GlideLight Evolution RL
GlideLight手技実施数が直近1年間5例以上であること Evolution RL手技実施数が直近1年間5例以上であること

4. リードロッキングデバイスキットの単独使用に関して

 リードロッキングデバイスの単体使用によるリード抜去に関しては、以前にも警告を行っている。リードロッキングデバイスは単体で薬事承認されているが、「ロッキングデバイスの単体使用に関する要件」(ニュースレター27-2号:平成23年4月25日発行より抜粋)に抵触する。日本不整脈心電学会からの一連の公告は厚生労働省の指示によるものであり、リードロッキングデバイスは単独で使用するものではなく、原則としてリード抜去用の各種シースと併せて使用するように注意が必要である(ただし、各種シースと各リードロッキングデバイスの組み合わせに制限はない)。

5. その他

 術者(医師)、施設に求められる要件、トレーニング制度、指導医、院内指導医に関しては、当該手技の今後の実施状況と結果を鑑みて適宜更新されるべきである。
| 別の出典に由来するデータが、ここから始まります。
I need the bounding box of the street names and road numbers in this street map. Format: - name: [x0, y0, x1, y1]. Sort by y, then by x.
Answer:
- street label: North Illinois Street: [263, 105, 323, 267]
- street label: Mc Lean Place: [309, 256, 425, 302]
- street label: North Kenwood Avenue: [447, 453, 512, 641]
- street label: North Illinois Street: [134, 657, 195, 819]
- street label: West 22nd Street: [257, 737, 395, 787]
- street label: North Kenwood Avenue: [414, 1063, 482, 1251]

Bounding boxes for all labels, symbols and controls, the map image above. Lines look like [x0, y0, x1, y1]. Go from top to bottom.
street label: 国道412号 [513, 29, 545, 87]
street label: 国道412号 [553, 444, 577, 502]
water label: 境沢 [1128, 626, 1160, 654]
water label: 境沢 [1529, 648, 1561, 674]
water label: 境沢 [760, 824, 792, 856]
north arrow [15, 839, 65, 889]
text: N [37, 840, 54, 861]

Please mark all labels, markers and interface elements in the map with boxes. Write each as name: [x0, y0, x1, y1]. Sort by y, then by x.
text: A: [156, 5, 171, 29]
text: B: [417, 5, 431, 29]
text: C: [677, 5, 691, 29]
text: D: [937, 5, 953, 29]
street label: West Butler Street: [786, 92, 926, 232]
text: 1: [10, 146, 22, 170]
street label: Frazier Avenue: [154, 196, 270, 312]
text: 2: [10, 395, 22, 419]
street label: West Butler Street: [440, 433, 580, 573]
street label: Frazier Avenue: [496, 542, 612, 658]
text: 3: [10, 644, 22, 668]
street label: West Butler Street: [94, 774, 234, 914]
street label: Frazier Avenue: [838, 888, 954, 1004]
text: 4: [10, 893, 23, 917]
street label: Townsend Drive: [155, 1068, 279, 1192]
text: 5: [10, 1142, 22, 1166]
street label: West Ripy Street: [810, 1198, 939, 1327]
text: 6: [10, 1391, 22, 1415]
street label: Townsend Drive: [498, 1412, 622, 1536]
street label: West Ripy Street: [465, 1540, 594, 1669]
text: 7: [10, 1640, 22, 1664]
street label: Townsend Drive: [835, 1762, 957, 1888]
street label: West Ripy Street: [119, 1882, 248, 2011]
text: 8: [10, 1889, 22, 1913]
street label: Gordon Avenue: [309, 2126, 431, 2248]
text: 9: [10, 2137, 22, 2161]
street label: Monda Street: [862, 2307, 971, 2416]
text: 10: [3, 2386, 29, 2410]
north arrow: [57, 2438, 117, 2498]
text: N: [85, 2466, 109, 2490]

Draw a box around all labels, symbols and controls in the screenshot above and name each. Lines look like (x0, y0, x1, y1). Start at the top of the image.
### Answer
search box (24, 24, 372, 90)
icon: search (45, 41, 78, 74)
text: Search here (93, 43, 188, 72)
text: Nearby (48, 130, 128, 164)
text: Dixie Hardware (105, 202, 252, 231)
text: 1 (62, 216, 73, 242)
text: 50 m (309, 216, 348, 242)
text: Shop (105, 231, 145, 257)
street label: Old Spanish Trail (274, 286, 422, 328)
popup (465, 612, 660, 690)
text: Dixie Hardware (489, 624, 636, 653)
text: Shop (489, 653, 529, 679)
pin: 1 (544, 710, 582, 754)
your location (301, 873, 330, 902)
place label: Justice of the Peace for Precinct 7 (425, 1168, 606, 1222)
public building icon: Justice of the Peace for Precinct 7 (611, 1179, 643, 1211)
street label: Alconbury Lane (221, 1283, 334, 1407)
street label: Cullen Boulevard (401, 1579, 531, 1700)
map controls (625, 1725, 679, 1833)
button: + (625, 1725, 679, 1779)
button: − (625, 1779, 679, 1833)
また、経静脈的リード抜去の適応は2017年HRS/AHA Consensus1)および日本循環器学会/日本不整脈心電学会「不整脈非薬物治療ガイドライン2018年改訂版」2)に示されており、これらの適応に準じて行わなければならない。

参考文献

1)Kusumoto FM, Schoenfeld MH, Wilkoff BL, et al. 2017 HRS expert consensus statement on cardiovascular implantable electronic device lead management and extraction. Heart Rhythm. 2017.